Data items:
BEGIN
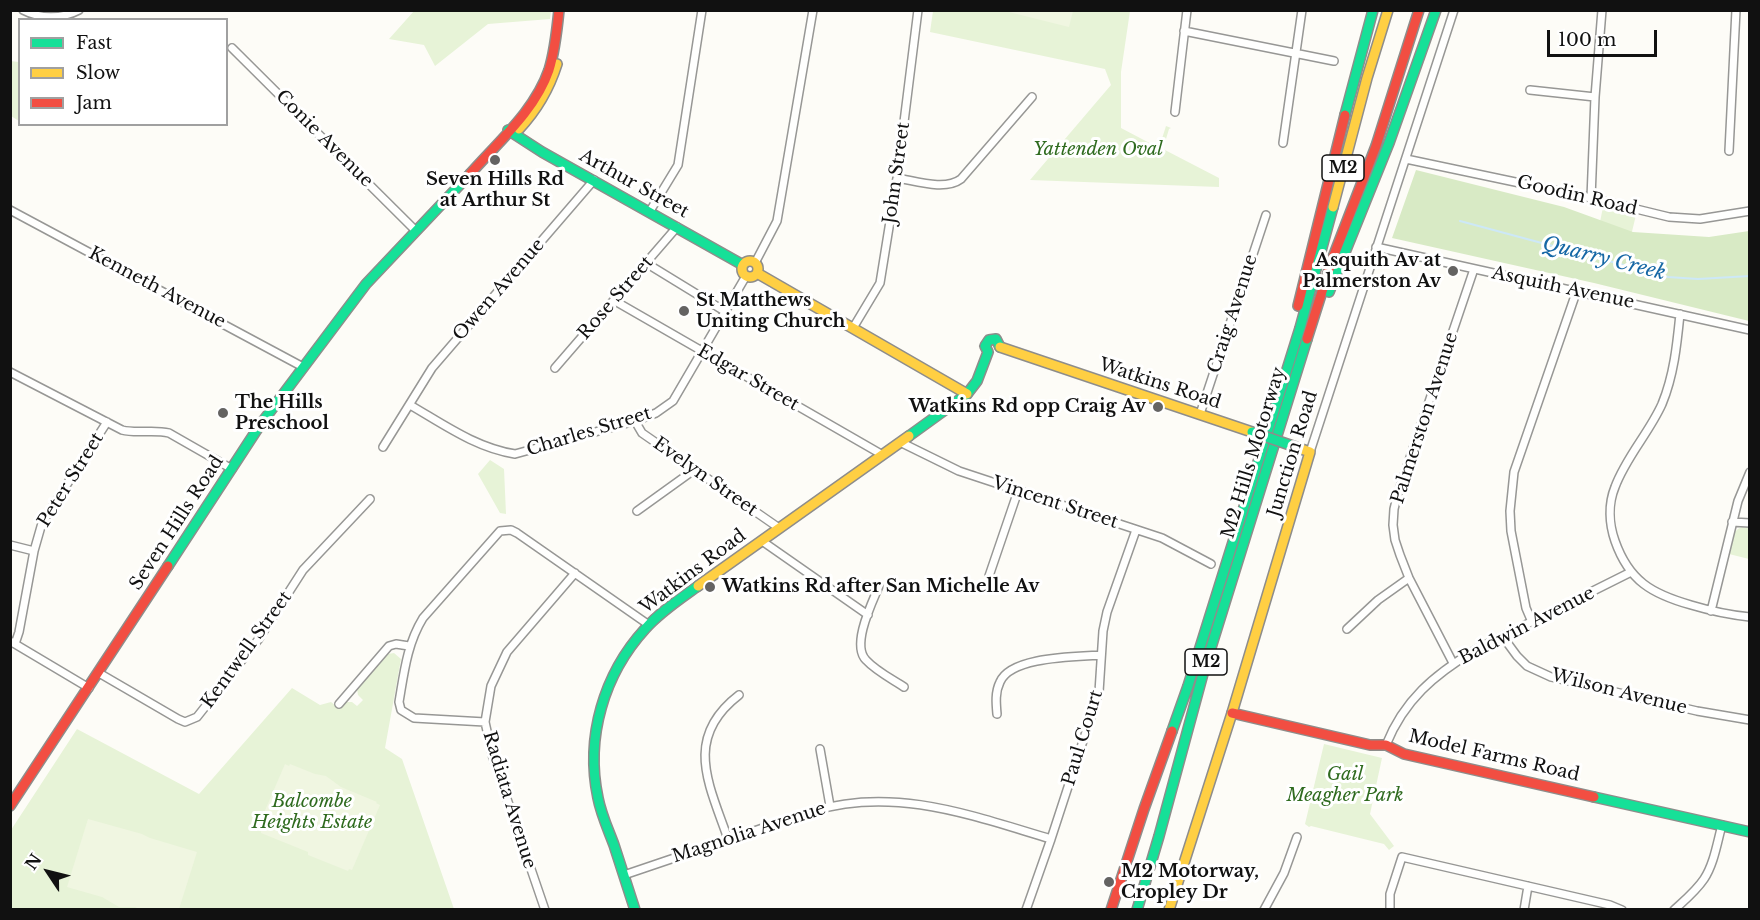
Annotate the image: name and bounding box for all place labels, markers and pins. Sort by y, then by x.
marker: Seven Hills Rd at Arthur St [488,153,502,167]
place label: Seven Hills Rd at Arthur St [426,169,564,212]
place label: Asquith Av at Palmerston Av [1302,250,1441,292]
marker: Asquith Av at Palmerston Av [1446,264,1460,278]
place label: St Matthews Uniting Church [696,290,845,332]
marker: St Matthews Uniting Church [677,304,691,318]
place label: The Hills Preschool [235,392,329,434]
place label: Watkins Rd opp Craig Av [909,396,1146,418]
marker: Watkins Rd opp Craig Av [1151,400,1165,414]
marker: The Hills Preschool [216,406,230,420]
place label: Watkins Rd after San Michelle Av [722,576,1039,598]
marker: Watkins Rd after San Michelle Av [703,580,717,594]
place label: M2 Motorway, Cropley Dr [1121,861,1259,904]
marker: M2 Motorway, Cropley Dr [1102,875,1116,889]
END
**Task to complete:** Filter the records, keeping only lines that contain "Michelle", and show those lines.

**Exercise solution:**
place label: Watkins Rd after San Michelle Av [722,576,1039,598]
marker: Watkins Rd after San Michelle Av [703,580,717,594]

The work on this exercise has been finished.